Collected data entries:
== Segment start ==

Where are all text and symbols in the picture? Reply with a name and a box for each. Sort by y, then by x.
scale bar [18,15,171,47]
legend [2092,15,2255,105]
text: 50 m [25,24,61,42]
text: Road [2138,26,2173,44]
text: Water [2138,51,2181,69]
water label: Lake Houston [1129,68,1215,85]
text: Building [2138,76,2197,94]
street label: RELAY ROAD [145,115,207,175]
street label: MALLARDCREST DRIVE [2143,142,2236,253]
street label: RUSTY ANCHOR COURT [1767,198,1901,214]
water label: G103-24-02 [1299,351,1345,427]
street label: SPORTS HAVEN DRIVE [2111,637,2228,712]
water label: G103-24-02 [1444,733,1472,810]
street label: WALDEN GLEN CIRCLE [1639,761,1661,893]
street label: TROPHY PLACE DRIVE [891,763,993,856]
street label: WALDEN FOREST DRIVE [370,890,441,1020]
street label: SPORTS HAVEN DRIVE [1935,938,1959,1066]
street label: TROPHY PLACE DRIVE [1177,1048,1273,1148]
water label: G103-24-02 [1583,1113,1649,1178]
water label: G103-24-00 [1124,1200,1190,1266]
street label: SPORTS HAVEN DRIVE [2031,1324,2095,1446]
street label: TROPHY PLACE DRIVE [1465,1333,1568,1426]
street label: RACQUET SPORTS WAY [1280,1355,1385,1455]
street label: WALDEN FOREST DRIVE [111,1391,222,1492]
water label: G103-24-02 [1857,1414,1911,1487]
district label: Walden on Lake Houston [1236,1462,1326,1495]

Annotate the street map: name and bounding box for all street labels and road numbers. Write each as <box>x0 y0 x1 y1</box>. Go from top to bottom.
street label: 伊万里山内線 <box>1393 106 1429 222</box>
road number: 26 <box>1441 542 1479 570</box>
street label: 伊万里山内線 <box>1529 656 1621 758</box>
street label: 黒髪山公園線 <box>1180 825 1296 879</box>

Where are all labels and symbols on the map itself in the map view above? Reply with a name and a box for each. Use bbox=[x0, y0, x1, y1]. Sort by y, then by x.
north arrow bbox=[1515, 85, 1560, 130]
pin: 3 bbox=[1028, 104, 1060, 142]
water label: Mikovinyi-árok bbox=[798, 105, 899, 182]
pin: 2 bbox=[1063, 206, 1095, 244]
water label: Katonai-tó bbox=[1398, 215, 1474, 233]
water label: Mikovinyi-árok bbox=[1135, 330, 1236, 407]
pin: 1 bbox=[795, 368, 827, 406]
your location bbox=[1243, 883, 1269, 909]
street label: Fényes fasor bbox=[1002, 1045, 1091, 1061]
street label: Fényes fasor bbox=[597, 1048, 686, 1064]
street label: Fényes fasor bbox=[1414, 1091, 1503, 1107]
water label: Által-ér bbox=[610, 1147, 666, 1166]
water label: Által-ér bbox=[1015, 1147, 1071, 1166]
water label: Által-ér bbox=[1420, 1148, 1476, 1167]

== Segment end ==

▶ [Required action]
Output a faithful copy of every entry, keeping each line as written.

▶ [Response]
Where are all text and symbols in the picture? Reply with a name and a box for each. Sort by y, then by x.
scale bar [18,15,171,47]
legend [2092,15,2255,105]
text: 50 m [25,24,61,42]
text: Road [2138,26,2173,44]
text: Water [2138,51,2181,69]
water label: Lake Houston [1129,68,1215,85]
text: Building [2138,76,2197,94]
street label: RELAY ROAD [145,115,207,175]
street label: MALLARDCREST DRIVE [2143,142,2236,253]
street label: RUSTY ANCHOR COURT [1767,198,1901,214]
water label: G103-24-02 [1299,351,1345,427]
street label: SPORTS HAVEN DRIVE [2111,637,2228,712]
water label: G103-24-02 [1444,733,1472,810]
street label: WALDEN GLEN CIRCLE [1639,761,1661,893]
street label: TROPHY PLACE DRIVE [891,763,993,856]
street label: WALDEN FOREST DRIVE [370,890,441,1020]
street label: SPORTS HAVEN DRIVE [1935,938,1959,1066]
street label: TROPHY PLACE DRIVE [1177,1048,1273,1148]
water label: G103-24-02 [1583,1113,1649,1178]
water label: G103-24-00 [1124,1200,1190,1266]
street label: SPORTS HAVEN DRIVE [2031,1324,2095,1446]
street label: TROPHY PLACE DRIVE [1465,1333,1568,1426]
street label: RACQUET SPORTS WAY [1280,1355,1385,1455]
street label: WALDEN FOREST DRIVE [111,1391,222,1492]
water label: G103-24-02 [1857,1414,1911,1487]
district label: Walden on Lake Houston [1236,1462,1326,1495]

Annotate the street map: name and bounding box for all street labels and road numbers. Write each as <box>x0 y0 x1 y1</box>. Go from top to bottom.
street label: 伊万里山内線 <box>1393 106 1429 222</box>
road number: 26 <box>1441 542 1479 570</box>
street label: 伊万里山内線 <box>1529 656 1621 758</box>
street label: 黒髪山公園線 <box>1180 825 1296 879</box>

Where are all labels and symbols on the map itself in the map view above? Reply with a name and a box for each. Use bbox=[x0, y0, x1, y1]. Sort by y, then by x.
north arrow bbox=[1515, 85, 1560, 130]
pin: 3 bbox=[1028, 104, 1060, 142]
water label: Mikovinyi-árok bbox=[798, 105, 899, 182]
pin: 2 bbox=[1063, 206, 1095, 244]
water label: Katonai-tó bbox=[1398, 215, 1474, 233]
water label: Mikovinyi-árok bbox=[1135, 330, 1236, 407]
pin: 1 bbox=[795, 368, 827, 406]
your location bbox=[1243, 883, 1269, 909]
street label: Fényes fasor bbox=[1002, 1045, 1091, 1061]
street label: Fényes fasor bbox=[597, 1048, 686, 1064]
street label: Fényes fasor bbox=[1414, 1091, 1503, 1107]
water label: Által-ér bbox=[610, 1147, 666, 1166]
water label: Által-ér bbox=[1015, 1147, 1071, 1166]
water label: Által-ér bbox=[1420, 1148, 1476, 1167]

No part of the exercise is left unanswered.